ChanServ changed the topic of #nmigen to: nMigen hardware description language · code at · logs at · IRC meetings each Monday at 1800 UTC · next meeting TBD
jeanthom has quit [Ping timeout: 265 seconds]
Degi has quit [Ping timeout: 260 seconds]
Degi has joined #nmigen
<whitequark> mh, guess not, let me finish describing this stuff anyway
<awygle> oh sorry
<awygle> i'm back
<awygle> drifted away
<whitequark> awygle: alright
<whitequark> so, i explained the state of cxxrtl, where the inelegance of triggers matters relatively little
<awygle> mhm
<whitequark> ah, one thing that cxxrtl would greatly benefit from is if you could clock domains directly rather than clock signals. with the current edge detector architecture that can't work as well.
<awygle> ah
<whitequark> i haven't worked on that goal specifically because almost everyone who tried cxxrtl said that it's more than fast enough
<whitequark> anyway. let's look at cxxsim now.
<whitequark> cxxsim performs cosimulation of python processes with the cxxrtl process (singular), which adds a lot of moving parts
<whitequark> for example, cxxrtl inputs (of the toplevel module) are value<>, which is fine for cxxrtl, which never writes to those. however, python processes most certainly can both read and write. what do? making those toplevel inputs wire<> would double the amount of delta cycles in best case.
<whitequark> well, the solution i came up is that cxxsim (the python module) creates a virtual wire<> whose `curr` part is c++ owned value<> that's a part of the netlist, and `next` part is python owned pseudo-value<> that only exists to make python processes deterministic.
<whitequark> which is lowkey cursed but it works as multiple processes only ever arise python-side
<whitequark> *as long as
<whitequark> but that's not the problem. the problem is triggering
<whitequark> see, if a python process waits on some signal (currently, that's pretty much always a clock), and the cxxrtl process has registers that trigger on that same signal, they *must* be evaluated concurrently, or you'll get a race.
electronic_eel has quit [Ping timeout: 246 seconds]
electronic_eel has joined #nmigen
<whitequark> okay, i explained enough context to explain the actual issue
sakirious has joined #nmigen
PyroPeter_ has joined #nmigen
PyroPeter has quit [Ping timeout: 256 seconds]
PyroPeter_ is now known as PyroPeter
emeb_mac has quit [Quit: Leaving.]
Bertl_oO is now known as Bertl_zZ
<whitequark> so, the issue arises when python processes wait on signals. with the cxxrtl process it's easy: it simply polls the async input on every call to eval(). this works because the simulator can advance the simulated time once the cxxrtl process converges.
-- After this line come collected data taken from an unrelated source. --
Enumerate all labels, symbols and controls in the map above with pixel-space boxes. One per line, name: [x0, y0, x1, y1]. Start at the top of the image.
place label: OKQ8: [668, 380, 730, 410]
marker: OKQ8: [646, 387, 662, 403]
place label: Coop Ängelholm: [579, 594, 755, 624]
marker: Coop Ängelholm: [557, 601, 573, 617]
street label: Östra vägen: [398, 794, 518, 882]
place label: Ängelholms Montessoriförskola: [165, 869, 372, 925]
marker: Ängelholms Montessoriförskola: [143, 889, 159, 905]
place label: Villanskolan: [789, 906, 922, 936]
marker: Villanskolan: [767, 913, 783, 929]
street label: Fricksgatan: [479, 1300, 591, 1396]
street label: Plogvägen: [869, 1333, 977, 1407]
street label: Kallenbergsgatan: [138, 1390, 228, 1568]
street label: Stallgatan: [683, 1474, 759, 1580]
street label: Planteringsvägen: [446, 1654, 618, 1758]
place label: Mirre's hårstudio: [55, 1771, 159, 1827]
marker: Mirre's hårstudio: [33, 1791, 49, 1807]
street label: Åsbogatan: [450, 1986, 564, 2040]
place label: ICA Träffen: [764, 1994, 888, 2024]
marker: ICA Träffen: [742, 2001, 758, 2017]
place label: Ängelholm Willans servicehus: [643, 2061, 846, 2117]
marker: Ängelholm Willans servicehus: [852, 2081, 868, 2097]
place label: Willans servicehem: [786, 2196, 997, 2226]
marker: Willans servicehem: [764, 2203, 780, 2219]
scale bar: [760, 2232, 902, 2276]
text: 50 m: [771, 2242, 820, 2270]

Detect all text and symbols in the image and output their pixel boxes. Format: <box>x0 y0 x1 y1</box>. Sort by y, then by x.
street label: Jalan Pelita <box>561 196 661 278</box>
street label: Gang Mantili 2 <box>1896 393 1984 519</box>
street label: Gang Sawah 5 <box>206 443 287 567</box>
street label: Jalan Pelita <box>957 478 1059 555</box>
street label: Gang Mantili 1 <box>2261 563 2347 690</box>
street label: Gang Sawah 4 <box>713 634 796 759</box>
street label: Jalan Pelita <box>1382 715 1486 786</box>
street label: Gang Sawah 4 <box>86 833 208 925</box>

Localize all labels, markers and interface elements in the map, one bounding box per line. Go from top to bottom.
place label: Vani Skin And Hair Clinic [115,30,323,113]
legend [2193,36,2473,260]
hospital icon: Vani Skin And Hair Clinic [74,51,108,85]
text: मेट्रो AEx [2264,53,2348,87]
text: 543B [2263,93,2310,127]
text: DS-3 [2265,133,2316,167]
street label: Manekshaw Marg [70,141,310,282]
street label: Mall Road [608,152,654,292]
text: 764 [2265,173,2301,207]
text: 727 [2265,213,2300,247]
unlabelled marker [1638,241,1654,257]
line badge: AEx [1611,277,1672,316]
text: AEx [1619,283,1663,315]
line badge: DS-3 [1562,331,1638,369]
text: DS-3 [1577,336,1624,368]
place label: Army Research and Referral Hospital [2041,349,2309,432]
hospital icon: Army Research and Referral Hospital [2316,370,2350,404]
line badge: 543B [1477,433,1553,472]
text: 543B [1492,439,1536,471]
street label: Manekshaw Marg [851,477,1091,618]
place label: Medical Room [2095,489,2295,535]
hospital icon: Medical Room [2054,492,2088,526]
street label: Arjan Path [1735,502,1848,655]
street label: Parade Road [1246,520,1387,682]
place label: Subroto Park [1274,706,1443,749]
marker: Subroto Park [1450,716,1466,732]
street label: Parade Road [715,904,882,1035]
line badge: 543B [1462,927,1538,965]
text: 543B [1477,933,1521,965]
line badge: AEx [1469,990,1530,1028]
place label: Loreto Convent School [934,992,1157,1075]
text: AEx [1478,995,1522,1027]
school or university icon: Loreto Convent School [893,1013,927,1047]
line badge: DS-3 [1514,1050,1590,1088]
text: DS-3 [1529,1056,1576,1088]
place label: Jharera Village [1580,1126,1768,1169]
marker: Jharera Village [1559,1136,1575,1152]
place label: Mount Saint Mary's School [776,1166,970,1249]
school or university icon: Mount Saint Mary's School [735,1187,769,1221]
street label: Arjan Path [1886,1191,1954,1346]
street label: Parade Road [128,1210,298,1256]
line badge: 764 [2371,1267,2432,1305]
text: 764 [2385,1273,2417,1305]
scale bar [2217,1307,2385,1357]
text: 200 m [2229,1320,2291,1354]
<whitequark> python processes can't busy wait, so instead they register a trigger and go to sleep.
<whitequark> right now, the way i process triggers, is that during commit i check every one of them in sequence and compare curr/next
<whitequark> (similar to what cxxrtl does when the clock is a wire<>)
<whitequark> this works for inputs and registers, but it doesn't work for comb outputs, aliases, or anything else
<whitequark> since comb outputs in cxxrtl netlists don't have curr/next, to fix this, i would have to save the old value somewhere else
<whitequark> so basically, python processes right now only work if you wait on a wire
<whitequark> conversely, cxxrtl processes only work if their clock is *not* a wire, because cxxsim does an equivalent of this c++ code: top.p_clk.set(true); top.commit(); top.eval();
<whitequark> and in that sequence, commit() makes curr == next, and then eval() doesn't actually trigger any sync logic
<whitequark> you might ask: but if p_clk is a value<>, then prev_p_clk is set during commit, why doesn't that break in the same way?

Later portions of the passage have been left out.